Fig. 1: The effect of corticosterone on microtubule destabilization in the male ICR mice.

a The hippocampus of male ICR mice exposed to vehicle or corticosterone (10 mg/kg) was collected. Acetylated α-tubulin, tyrosinated α-tubulin, and α-tubulin were detected by western blot. ^** indicates p < 0.01 vs. vehicle. n = 5. b Slide samples for immunohistochemistry (IHC) were immunostained with acetylated α-tubulin (green), tyrosinated α-tubulin (red), and DAPI (blue).
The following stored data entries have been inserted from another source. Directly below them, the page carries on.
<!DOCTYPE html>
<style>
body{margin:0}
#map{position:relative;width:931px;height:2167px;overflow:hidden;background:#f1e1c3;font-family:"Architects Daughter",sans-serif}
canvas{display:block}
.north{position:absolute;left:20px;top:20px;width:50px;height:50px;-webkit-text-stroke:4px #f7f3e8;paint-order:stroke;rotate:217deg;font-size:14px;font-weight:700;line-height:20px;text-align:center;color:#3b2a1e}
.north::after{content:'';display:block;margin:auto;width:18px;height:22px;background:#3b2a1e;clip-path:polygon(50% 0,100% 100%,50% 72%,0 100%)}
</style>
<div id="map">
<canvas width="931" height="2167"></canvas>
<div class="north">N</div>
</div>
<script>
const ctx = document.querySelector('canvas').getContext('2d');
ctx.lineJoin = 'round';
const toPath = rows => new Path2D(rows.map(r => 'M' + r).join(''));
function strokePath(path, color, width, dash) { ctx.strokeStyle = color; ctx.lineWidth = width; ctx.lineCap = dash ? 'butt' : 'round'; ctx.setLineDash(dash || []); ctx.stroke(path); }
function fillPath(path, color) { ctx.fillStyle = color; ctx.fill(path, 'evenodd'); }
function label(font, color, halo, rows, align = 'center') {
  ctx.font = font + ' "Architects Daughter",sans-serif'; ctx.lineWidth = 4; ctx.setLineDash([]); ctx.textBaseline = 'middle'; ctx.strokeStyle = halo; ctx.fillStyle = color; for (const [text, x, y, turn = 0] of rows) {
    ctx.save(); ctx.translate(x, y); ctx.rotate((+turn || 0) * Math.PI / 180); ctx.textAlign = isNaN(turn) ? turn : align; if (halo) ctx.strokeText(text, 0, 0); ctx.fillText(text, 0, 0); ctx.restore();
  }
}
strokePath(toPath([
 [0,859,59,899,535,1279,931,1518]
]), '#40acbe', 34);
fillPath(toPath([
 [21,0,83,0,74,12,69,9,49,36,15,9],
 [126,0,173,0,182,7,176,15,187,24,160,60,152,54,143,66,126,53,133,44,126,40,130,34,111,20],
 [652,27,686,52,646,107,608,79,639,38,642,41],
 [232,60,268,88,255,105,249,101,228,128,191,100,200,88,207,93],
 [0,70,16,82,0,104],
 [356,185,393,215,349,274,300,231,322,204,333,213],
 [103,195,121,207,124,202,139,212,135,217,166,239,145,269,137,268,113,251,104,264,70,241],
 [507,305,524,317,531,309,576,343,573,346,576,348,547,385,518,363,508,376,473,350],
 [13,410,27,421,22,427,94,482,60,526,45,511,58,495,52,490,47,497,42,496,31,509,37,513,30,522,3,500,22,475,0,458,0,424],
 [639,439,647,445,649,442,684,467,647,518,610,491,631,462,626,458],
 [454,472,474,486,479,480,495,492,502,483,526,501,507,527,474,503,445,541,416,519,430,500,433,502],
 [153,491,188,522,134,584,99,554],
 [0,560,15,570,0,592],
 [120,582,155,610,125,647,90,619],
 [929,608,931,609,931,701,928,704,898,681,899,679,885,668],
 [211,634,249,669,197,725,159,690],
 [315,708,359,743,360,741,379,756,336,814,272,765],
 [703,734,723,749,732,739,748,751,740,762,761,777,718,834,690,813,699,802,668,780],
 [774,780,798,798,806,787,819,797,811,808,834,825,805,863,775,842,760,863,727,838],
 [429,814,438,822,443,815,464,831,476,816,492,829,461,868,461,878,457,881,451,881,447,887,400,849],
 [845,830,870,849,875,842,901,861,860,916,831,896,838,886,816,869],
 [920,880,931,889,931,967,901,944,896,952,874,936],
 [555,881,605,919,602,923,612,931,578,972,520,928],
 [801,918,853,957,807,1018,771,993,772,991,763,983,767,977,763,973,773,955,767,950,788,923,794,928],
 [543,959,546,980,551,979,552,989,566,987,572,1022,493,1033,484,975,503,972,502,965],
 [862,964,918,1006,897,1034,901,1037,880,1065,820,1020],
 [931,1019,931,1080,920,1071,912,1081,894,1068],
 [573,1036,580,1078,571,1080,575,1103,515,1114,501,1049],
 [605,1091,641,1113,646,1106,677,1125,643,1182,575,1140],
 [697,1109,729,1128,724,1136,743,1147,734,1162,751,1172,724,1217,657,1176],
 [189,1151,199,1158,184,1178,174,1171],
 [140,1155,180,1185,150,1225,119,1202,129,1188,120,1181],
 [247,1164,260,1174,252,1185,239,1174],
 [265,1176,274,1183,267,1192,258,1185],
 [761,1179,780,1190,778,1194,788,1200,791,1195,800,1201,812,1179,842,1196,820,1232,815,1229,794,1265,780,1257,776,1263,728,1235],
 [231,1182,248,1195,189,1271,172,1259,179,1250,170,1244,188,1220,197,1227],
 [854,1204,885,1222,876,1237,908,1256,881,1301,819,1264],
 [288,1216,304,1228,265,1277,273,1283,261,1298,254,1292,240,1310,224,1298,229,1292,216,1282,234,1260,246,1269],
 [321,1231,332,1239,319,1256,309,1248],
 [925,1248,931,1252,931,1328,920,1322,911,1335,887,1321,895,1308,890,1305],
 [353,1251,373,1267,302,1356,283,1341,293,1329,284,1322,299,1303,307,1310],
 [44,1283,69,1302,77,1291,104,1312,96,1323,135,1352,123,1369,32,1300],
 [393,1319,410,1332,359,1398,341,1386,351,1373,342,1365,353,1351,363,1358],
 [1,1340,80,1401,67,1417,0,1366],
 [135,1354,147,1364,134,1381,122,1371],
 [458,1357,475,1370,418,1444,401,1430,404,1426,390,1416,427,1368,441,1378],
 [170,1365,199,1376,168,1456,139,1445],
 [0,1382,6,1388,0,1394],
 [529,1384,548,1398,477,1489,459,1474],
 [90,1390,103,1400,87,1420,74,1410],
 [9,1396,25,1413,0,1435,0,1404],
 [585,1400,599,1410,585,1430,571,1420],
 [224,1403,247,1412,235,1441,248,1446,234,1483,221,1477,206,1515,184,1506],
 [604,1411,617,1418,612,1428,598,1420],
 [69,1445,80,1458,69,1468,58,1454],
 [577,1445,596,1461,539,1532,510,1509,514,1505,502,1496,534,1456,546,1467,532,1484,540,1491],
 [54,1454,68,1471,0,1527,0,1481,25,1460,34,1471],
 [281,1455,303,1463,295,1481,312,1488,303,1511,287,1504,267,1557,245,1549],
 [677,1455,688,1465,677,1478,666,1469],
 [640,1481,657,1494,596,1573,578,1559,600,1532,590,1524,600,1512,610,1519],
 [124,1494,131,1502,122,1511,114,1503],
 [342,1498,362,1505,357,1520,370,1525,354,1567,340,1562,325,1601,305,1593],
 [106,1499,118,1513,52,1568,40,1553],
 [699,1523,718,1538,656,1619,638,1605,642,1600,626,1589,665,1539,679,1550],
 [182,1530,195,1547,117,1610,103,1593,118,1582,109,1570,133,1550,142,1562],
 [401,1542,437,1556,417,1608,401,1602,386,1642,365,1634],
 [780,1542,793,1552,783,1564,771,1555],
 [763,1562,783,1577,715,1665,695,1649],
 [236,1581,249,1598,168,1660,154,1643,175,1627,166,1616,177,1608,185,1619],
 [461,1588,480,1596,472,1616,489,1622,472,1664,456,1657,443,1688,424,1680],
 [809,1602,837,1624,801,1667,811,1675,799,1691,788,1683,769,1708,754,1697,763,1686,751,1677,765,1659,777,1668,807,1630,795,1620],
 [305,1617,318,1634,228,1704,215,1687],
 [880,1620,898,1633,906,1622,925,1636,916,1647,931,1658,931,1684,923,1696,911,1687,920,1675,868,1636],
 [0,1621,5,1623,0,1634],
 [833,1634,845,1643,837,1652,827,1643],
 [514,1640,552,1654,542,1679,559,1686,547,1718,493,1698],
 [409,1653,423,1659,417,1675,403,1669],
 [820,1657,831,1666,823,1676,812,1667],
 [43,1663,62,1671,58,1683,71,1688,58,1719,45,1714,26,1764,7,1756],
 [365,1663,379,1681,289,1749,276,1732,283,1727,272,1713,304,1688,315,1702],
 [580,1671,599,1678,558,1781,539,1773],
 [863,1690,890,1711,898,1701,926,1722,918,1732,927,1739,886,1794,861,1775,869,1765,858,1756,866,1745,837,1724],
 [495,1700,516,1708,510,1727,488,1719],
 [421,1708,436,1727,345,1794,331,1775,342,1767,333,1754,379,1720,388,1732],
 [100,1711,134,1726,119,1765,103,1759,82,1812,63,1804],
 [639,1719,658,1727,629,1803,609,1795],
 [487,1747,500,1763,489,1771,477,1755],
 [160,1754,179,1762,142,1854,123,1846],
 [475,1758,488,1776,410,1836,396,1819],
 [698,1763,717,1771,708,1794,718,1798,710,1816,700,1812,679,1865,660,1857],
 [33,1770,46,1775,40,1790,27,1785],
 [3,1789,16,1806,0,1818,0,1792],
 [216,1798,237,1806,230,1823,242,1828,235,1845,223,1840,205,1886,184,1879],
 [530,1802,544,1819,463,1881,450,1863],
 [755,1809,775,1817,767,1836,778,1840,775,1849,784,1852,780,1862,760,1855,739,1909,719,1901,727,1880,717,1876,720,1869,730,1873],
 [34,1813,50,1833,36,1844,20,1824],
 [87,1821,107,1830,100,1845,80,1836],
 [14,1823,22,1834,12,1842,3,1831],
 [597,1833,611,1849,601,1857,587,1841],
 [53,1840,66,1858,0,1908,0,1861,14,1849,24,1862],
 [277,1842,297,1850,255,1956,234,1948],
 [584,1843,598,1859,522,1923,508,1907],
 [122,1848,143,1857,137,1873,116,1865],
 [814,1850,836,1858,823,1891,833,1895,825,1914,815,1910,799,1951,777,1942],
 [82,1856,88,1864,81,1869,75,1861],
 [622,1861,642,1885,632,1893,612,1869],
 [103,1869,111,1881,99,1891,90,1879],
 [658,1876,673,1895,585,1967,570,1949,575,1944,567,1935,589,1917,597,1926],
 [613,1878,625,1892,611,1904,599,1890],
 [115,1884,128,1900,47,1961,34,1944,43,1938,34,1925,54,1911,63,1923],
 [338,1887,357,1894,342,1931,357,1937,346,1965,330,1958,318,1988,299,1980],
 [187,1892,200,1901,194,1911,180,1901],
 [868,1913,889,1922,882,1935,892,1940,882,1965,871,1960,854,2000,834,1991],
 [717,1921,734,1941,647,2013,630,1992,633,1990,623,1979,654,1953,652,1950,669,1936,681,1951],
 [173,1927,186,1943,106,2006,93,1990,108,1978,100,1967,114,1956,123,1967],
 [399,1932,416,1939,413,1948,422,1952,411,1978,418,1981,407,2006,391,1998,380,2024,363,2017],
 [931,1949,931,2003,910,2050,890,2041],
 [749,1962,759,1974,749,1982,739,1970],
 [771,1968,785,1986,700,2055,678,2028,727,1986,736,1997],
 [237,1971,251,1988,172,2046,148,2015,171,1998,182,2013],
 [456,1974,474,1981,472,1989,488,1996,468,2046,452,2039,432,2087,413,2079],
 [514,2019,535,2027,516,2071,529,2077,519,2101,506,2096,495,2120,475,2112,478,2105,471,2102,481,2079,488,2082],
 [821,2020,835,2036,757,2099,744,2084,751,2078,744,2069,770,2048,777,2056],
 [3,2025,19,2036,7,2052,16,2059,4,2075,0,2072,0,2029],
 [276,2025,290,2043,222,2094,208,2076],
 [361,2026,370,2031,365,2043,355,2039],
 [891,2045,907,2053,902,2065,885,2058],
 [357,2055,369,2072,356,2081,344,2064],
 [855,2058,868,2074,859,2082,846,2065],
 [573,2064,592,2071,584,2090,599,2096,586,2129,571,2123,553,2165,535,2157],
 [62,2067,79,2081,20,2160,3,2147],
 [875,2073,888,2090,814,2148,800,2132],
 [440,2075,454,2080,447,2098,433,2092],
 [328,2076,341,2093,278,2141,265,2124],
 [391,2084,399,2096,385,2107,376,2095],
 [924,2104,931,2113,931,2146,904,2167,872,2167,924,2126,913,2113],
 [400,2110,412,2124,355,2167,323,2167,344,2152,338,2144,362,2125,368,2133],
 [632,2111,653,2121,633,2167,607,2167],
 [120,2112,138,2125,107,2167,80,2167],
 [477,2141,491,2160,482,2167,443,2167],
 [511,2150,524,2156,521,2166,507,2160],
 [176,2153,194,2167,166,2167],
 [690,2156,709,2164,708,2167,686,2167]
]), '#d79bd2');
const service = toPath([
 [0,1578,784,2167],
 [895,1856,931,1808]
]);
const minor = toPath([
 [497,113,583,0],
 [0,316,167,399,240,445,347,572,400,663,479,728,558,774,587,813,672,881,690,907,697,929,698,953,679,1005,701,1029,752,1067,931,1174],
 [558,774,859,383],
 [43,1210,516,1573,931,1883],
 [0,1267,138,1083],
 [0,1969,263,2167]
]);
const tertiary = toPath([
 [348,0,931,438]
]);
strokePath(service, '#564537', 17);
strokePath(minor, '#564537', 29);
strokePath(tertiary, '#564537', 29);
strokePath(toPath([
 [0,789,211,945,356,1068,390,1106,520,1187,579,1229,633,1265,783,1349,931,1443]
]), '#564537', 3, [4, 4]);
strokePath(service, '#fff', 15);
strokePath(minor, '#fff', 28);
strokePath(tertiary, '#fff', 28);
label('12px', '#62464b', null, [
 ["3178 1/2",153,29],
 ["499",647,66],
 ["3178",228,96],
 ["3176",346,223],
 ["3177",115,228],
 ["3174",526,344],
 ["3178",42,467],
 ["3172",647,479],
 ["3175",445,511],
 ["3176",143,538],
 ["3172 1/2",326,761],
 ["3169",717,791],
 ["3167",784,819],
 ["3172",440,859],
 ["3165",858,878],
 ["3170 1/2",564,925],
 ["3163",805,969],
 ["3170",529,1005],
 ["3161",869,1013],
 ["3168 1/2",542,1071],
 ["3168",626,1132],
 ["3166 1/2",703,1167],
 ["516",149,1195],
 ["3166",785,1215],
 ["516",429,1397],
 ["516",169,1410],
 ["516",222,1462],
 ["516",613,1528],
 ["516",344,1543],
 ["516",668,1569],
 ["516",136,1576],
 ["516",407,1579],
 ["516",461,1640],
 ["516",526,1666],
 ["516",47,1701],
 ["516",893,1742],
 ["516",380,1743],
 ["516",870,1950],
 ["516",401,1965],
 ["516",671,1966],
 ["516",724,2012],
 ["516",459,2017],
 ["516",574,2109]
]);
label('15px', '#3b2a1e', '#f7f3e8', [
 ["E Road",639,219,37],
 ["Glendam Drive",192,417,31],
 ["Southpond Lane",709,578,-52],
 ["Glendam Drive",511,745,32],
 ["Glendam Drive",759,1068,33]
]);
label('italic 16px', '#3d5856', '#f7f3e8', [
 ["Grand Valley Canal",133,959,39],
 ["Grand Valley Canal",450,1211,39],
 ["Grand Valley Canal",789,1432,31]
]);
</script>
Scale bars, 200 μm (magnification, ×200). ^** indicates p < 0.01 vs. vehicle. n = 5. c The synaptic protein was extracted from the hippocampus of mice treated with vehicle or corticosterone (10 mg/kg). Synaptic protein expressions were normalized by loading control of synaptosome, PSD95. Total lysates of hippocampus were also shown in the right panel. ^** indicates p < 0.01 vs. vehicle. n = 5. d Slide samples for IHC were immunostained with DAPI (blue) and TOMM20 (red). Scale bars, 200 μm (magnification, ×200). Correlation coefficient analysis using Pearson’s coefficient value between DAPI and TOMM20 was done. ^** indicates p < 0.01 vs. vehicle. n = 5. e TUNEL assay was performed using slide samples of hippocampus from mice with vehicle or corticosterone (10 mg/kg). The intensity of green fluorescence indicates the amount of neuronal cell death. Scale bars, 200 μm (magnification, ×200). ^** indicates p < 0.01 vs. vehicle. n = 5. f The mice exposed to vehicle or corticosterone (10 mg/kg) were subjected to Y-maze test to evaluate memory function. ^** indicates p < 0.01 vs. vehicle. n = 6. All blot and immunofluorescence images are representative. Quantative data are presented as a mean ± S.E.M.